Sekali lagi, penyebabnya hanyalah bidang kajian dalam sosiologi adalah hal-hal yang terbiasa kita kenal. Oleh karena itu implikasinya dari karena sudah biasa’ dan familiar itu
maka untuk memperoleh sesuatu yang baru’ itu harus ditelitinya secara ekstrim dengan sangat seksama dan hati-hati. Adanya pernyataan-pernyataan yang menekankan pentingnya akal  sehat  (common-sense), dan  pertimbangan atau  pemikiran  (reasoning) memberikan
dukungannya terhadap sosiologi, memang tidak boleh diabaikan tetapi juga sering menyesatkan. Dalam hal ini, ambil, sebagai contoh permasalahan dalam ‘bunuh diri’, yang telah  menjadi  penyebab  kedua  terbanyak  tentang  faktor  penyebab  kematian  (setelah
kecelakaan)  di   antara   anak-anak   muda   di   Amerika  Serikat.  Secara  akal   sehat   dan berdasarkan pertmbangan-pertimbangan, anda akan katakan bahwa meningkatnya bunuh diri di Amerika Serikat, berkaitan dengan:
1. Penyebab di mana hal itu merupakan semacam suatu waktu depresi tahunan, orang-orang
lebih banyak melakukan bunuh diri pada waktu musim dingin dibanding musim panas.
2. Sebab mereka adalah yang orang-orang yang memiliki tingkat ketergantungan tinggi, obat-obatan,  dihimpit  masalah  seks;  dan  di  sini  kaum  wanita  lebih  tinggi  untuk
melakukan bunuh diri daripada laki-laki.
3. Lebih banyak orang-orang yang muda yang melakukan bunuh diri dibanding orang-orang tua. Di mana yang muda, penyebab stress dan ketidak-pastian hidup adalah jauh lebih
besar.
4. Dalam kaitannya dengan ketidaksamaan dan diskriminasi, kulit hitam mempunyai suatu tingkat bunuh diri lebih tinggi dibanding dengan kulit putih, tiap tahunnya.
5. Kondisi kehidupan yang miskin, tingkat angka bunuh diri di negara berkembang adalah jauh lebih tinggi dibanding dengan masyarakat industri maju.

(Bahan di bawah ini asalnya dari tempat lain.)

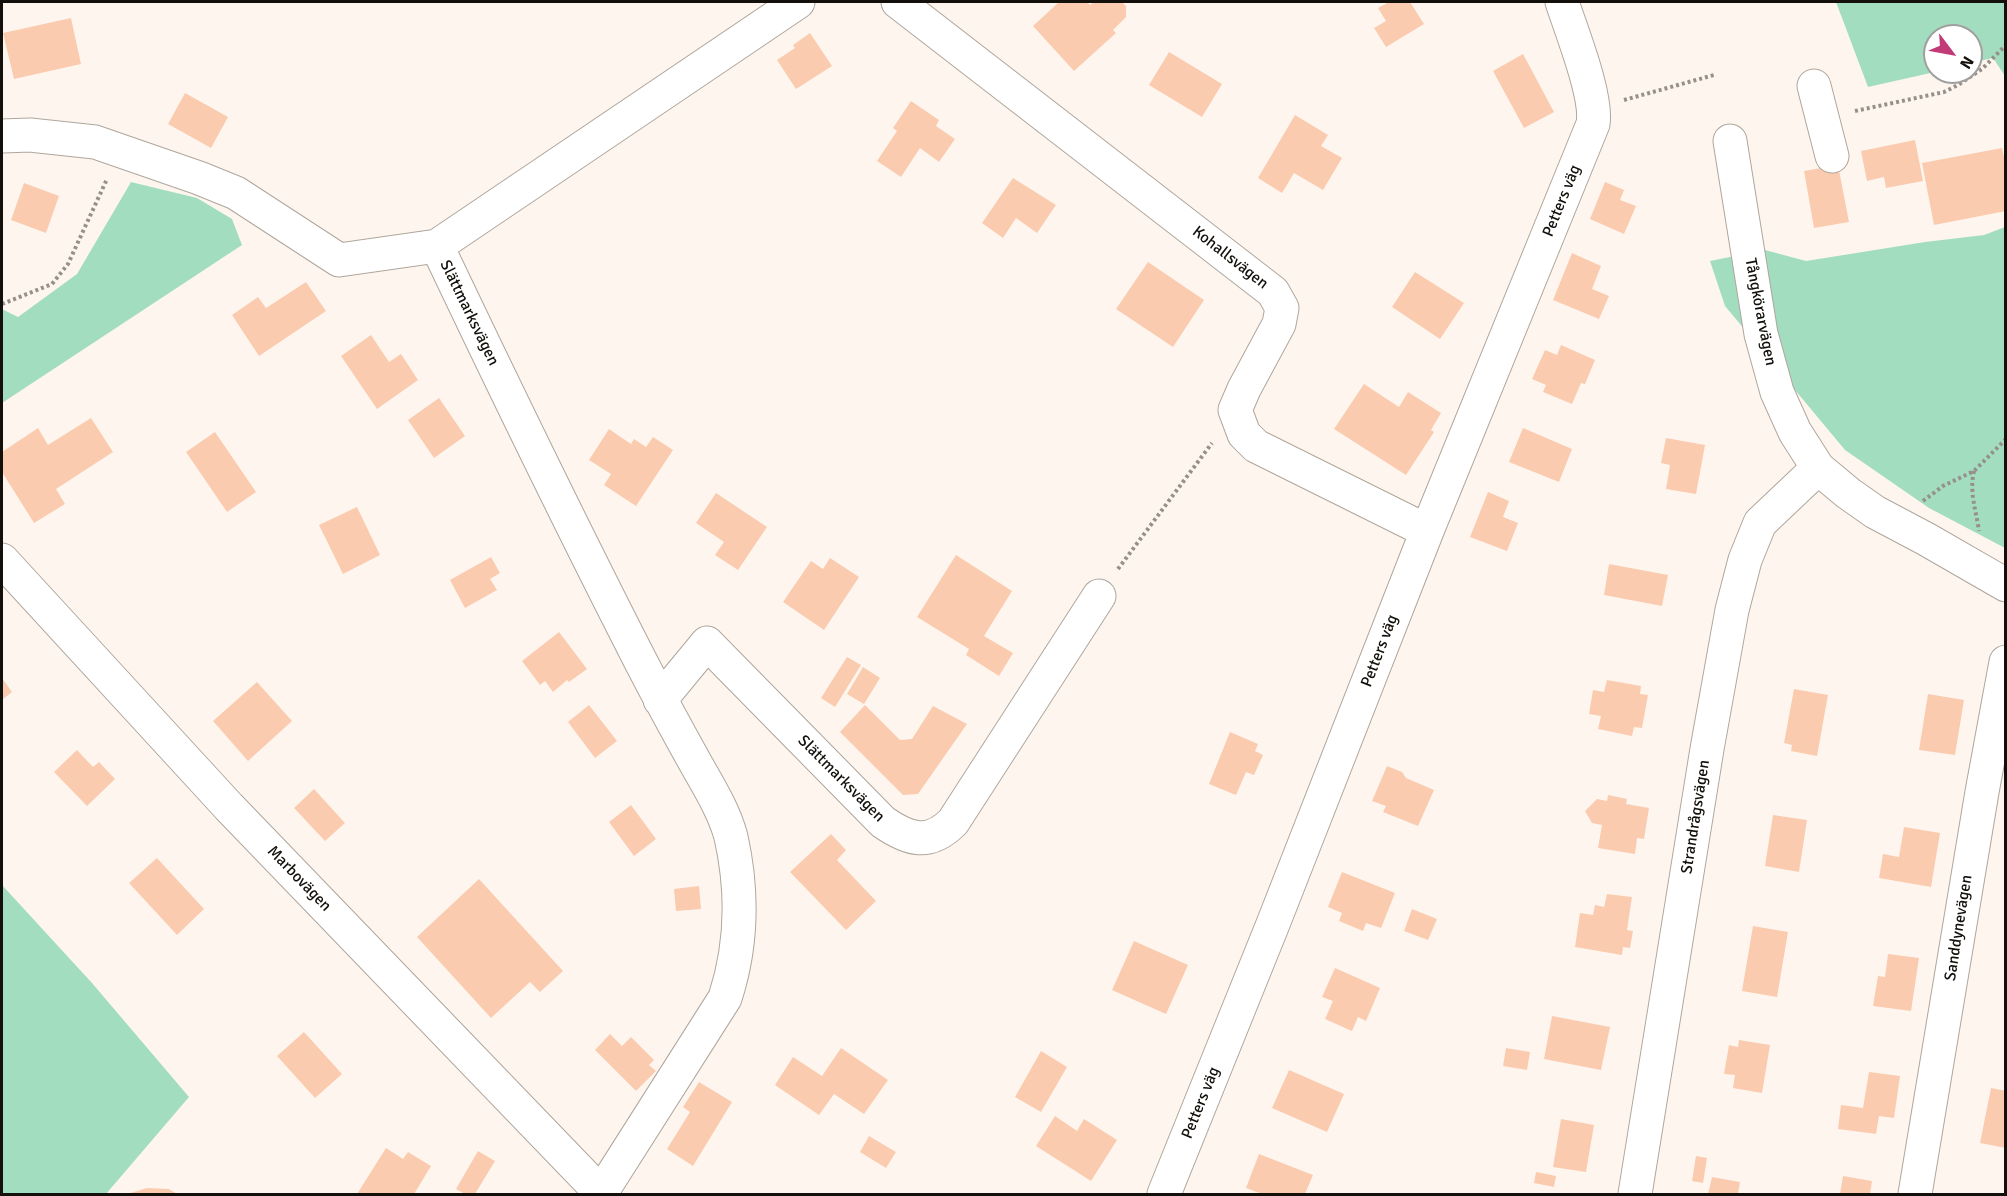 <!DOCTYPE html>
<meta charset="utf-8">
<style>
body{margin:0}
#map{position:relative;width:2007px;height:1196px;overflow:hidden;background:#fef6ee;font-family:Signika,sans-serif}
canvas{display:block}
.frame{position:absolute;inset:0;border:3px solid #13100c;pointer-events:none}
.north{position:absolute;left:1923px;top:24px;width:60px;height:60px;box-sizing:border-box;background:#fff;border:2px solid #a19f9e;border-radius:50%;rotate:122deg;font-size:16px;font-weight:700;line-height:24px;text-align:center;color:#13100c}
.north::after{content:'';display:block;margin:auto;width:21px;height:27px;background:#c23a77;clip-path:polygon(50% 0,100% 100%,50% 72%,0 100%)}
</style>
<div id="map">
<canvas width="2007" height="1196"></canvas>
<div class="frame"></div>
<div class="north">N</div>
</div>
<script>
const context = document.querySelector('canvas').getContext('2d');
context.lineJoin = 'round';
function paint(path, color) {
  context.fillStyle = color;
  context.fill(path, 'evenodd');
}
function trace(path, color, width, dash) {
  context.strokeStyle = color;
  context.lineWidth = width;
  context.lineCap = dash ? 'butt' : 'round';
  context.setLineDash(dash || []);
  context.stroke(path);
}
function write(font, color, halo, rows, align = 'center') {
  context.font = font + ' Signika,sans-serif';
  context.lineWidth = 6;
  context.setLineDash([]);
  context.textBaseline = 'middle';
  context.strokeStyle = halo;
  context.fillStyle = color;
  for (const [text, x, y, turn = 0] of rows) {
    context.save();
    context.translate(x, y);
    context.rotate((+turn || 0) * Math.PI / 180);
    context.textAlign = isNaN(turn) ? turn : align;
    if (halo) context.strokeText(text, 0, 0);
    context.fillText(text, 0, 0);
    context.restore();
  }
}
paint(new Path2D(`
 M1836 2H2005V76L1993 58 1971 63V36H1935V72L1868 87Z
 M131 182 197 198 232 219 242 245 2 403V309L18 317 77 274Z
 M2005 227V548L1929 508 1845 450 1725 306 1710 261 1765 250 1806 261 1925 242 1984 235Z
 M2 885 92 983 189 1097 106 1194H2Z`), '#a3ddbf');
paint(new Path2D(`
 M1059 2H1087L1090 5 1094 2H1122L1126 6V17L1113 30 1116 33 1074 71 1033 26Z
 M1389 2H1410L1424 24 1386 47 1374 28 1386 21 1378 8Z
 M71 18 81 64 14 79 3 33Z
 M810 33 832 66 796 89 777 60 795 48 793 45Z
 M1169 52 1222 84 1202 117 1149 85Z
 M1523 54 1554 112 1524 128 1493 71Z
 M185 93 228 117 211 148 168 124Z
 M911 101 939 120 936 126 955 139 939 162 920 148 901 177 877 161 897 131 893 128Z
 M1295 115 1328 135 1321 146 1342 158 1323 190 1294 173 1282 193 1258 178Z
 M1915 140 1923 181 1886 188 1884 177 1867 181 1861 151Z
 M2002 148 2006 166V211L1934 225 1922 163Z
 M1838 165 1849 222 1814 228 1804 171Z
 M1013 178 1056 205 1037 233 1016 218 1003 238 982 223Z
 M1605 182 1624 190 1620 200 1636 206 1624 234 1590 219Z
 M24 183 59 196 46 233 11 220Z
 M1572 253 1601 266 1592 289 1609 296 1599 319 1553 300Z
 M1148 262 1204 300 1173 347 1116 309Z
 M1415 272 1464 303 1440 339 1392 307Z
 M306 282 326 311 259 356 232 315 258 297 266 308Z
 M371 335 389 362 401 354 418 380 377 409 341 356Z
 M1561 345 1595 360 1585 384 1581 383 1572 404 1543 392 1546 385 1532 379 1545 350 1557 355Z
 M1364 384 1399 407 1408 392 1441 413 1431 430 1434 432 1406 475 1334 429Z
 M439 398 465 436 434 458 408 420Z
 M91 418 113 452 56 489 65 504 34 523 2 472V452L38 428 48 445Z
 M1523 428 1572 449 1559 482 1509 462Z
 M609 429 631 444 634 439 646 447 653 437 673 450 636 506 604 485 611 474 589 460Z
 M215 432 256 492 227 512 186 452Z
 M1666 438 1705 445 1696 494 1666 489 1670 465 1661 463Z
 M1488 492 1509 501 1503 517 1518 523 1507 551 1470 537Z
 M716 493 767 527 738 570 715 555 724 542 696 523Z
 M357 507 380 555 343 574 319 525Z
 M956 555 1012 591 984 636 1013 653 999 676 966 655 969 649 917 617Z
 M491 557 500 573 490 579 497 590 465 608 450 580Z
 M830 558 859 577 824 630 783 602 811 561 823 569Z
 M1609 564 1668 575 1662 606 1604 595Z
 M559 632 587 669 569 682 567 680 553 692 545 681 540 685 522 661Z
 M847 657 861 665 835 707 821 698Z
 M863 667 880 678 864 704 847 694Z
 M2 678 12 692 2 700Z
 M1607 680 1641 686 1640 694 1648 695 1642 728 1634 727 1632 736 1598 729 1601 716 1589 714 1593 690 1604 692Z
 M257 682 292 721 248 761 213 721Z
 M1794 689 1828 695 1817 756 1791 751 1792 745 1784 743Z
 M1928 694 1964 700 1955 755 1919 750Z
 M589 705 617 741 595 758 568 722Z
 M865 705 900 740 912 739 933 706 967 724 918 794 903 795 840 732Z
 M1230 732 1258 744 1255 751 1263 755 1254 775 1246 772 1236 795 1209 784Z
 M77 750 93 767 99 762 115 779 87 806 54 772Z
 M1387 766 1402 772 1406 778 1434 790 1418 826 1383 812 1386 806 1372 801Z
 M314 789 345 823 325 841 294 808Z
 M1608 795 1627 799 1626 804 1649 808 1644 839 1637 838 1635 854 1598 848 1602 825 1592 823 1585 811 1597 799 1607 801Z
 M631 805 656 839 634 856 609 822Z
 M1773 815 1807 820 1799 872 1765 866Z
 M1904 827 1940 833 1931 887 1879 878 1883 854 1899 857Z
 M831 834 846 850 837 860 876 901 846 930 790 872Z
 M157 858 204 909 177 935 129 883Z
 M1342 872 1395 893 1381 928 1366 923 1363 931 1339 921 1342 913 1328 907Z
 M479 879 563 971 540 992 530 982 491 1018 417 937Z
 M699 886 701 909 676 911 674 889Z
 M1607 894 1632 897 1627 930 1633 931 1630 948 1623 947 1622 955 1575 947 1580 913 1593 915 1595 905 1604 907Z
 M1412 909 1437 919 1428 940 1404 931Z
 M1753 926 1788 932 1777 997 1742 991Z
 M1134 941 1188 965 1166 1014 1112 990Z
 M1888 954 1919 958 1911 1011 1873 1006 1878 976 1885 977Z
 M1335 968 1380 988 1366 1021 1358 1017 1352 1031 1325 1019 1333 1001 1322 997Z
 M1552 1016 1610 1027 1601 1070 1544 1059Z
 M304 1032 342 1074 315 1098 277 1056Z
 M610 1034 622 1046 631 1037 654 1060 649 1065 656 1071 636 1091 595 1050Z
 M1739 1040 1770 1045 1762 1093 1733 1088 1735 1075 1724 1074 1729 1045 1738 1047Z
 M841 1048 888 1080 864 1114 834 1094 819 1115 775 1085 793 1057 822 1076Z
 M1506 1048 1530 1052 1527 1070 1503 1066Z
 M1041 1051 1067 1067 1041 1112 1015 1097Z
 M1289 1070 1344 1094 1327 1132 1272 1108Z
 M1869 1072 1900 1076 1894 1118 1879 1116 1876 1134 1838 1129 1841 1105 1863 1108Z
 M699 1082 732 1102 693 1166 667 1149 690 1112 683 1107Z
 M1991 1088 2006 1091V1148L1980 1143Z
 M1055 1116 1077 1131 1084 1119 1117 1140 1091 1181 1036 1146Z
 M1561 1119 1594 1125 1586 1172 1553 1167Z
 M869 1136 896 1152 886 1168 860 1152Z
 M386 1148 403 1159 408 1152 431 1166 414 1194H357Z
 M478 1151 495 1161 475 1194H465L456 1189Z
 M1259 1154 1313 1175 1305 1194H1262L1246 1188Z
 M1696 1156 1707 1158 1703 1183 1692 1181Z
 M1536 1172 1556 1176 1554 1187 1534 1183Z
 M1843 1176 1872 1181 1870 1194H1840Z
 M1712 1177 1740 1182 1738 1194H1708Z
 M147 1188 169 1189 177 1194H127Z`), '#fbcbb0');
const minor = new Path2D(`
 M898 2 1273 292 1282 308 1279 324 1244 389 1235 410 1244 434 1256 446 1427 531
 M1814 86 1832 156
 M2 136 30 135 95 142 199 178 236 193 339 260 437 246C503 385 570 523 640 660 658 695 677 730 696 764 709 787 724 811 731 837 743 891 742 946 725 998L601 1193
 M1730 141 1761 334 1777 392 1795 432 1818 468 1848 493 1875 512 1926 539 2006 585
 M437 246 798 2
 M2 560 229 807 602 1194
 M660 700 707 643 883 822C909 840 929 846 953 822L1099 596
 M1164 1194 1273 924 1427 531 1593 124C1598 97 1571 30 1562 2
 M1635 1194 1707 749 1732 610 1745 560 1760 523 1818 468
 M1915 1194 1982 792 2006 662`);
trace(minor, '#afa69d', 35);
trace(new Path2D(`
 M1624 100 1714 75
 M1855 111 1944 92 1958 85 1982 69 2006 45
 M2 304 52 284 68 264 107 179
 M1974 471C1969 492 1976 510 1979 531
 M1923 501 1943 486 1974 471 2006 439
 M1118 569 1212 443`), '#96908a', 4, [3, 3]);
trace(minor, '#fff', 33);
write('16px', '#13100c', '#fff', [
 ["Petters väg",1562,201,-68],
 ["Kohallsvägen",1230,258,38],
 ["Tångkörarvägen",1760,312,79],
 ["Slättmarksvägen",469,313,64],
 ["Petters väg",1380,651,-69],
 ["Slättmarksvägen",841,779,45],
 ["Strandrågsvägen",1696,817,-81],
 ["Marbovägen",299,879,46],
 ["Sanddynevägen",1959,928,-81],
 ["Petters väg",1201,1103,-68]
]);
</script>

Ternyata  riset  sosiologi  telah  menunjukkan  masing-masing  pernyataan  tersebut merupakan jawaban-jawaban yang semu ataupun palsu (Gibbs, 1968). Angka bunuh diri
adalah lebih tinggi sepanjang bulan musim panas dibanding musim dingin.. Pada sebagian lagi, hal ini adalah disebabkan orang-orang merasa depresi ketika cuaca yang panas dan sesuatu  yang  ia  harapkan  untuk  menikmati  waktu  bersenag-senang  ia  yang  ia  sangat
nantikan ternyata ibarat mendaki yang terjal di bebatuan.. Karena sejumlah pertimbangan dan pikiran akal sehat kita, ternyata angka bunuh diri kaum laki-laki jauh lebih tinggi dibanding perempuan. (walaupun kaum wanita mencoba bunuh diri lebih sering dibanding
yang dilakukan laki-laki). Tingkat bunuh diri yang dilakukan kaum tua juga lebih tinggi daripada yang muda, di mana sebagian disebabkan oleh kesehatan yang sakit-sakitan. Dan tingkat bunuh diri di antara kulit hitam dan di negara berkembang secara relatif adalah
rendah. Mungkin nampak aneh  kedegarannya, tetapi  bukti  menunjukkan bahwa  tingkat bunuh diri adalah jauh lebih tinggi dari mereka, di mana umumnya adalah negara-negara yang makmur dan rata-rata berpendidikan cukup baik.
Bukti-bukti adanya peningkatan yang tajam dalam bunuh diri bahwa terjadi ketika
masyarakat menjadi lebih maju, fakta ini dikumpulkan pertama kali secara sistematis oleh salah seorang pendiri sosiologi, Emile Durkheim (1858-1917). Suicide judul bukunya itu (1897) adalah salah seorang dari pelopor studi ilmiah dalam sosiologi. Studi bunuh diri sejak itu telah menjadi suatu bidang kajian riset yang penting dan menarik, sering mengejutkan dan menemukan hal-hal yang aneh seperti tulisan Durheim..Apa yang dapat kita pelajari dari pernyataan tentang bunuh diri tersebut?. Pernyataan akal-sehat dan pertimbangan ataupun pemikiran yang beralasan untuk mendukungnya, ternyata dapat menyesatkan dan sering hal  itu  terjadi. Di  situlah sosiologi sebagai science of  the  obvious hanya  bisa  dilakukan melalui kajian-kajian yang penuh kehati-hatian dan obyektif, bahwa kita dapat mengetahui dengan  penuh  percaya  diri  dalam  menjawab  banyak  pertanyaan  tentang  tingkah  laku manusia dan masyarakat kita.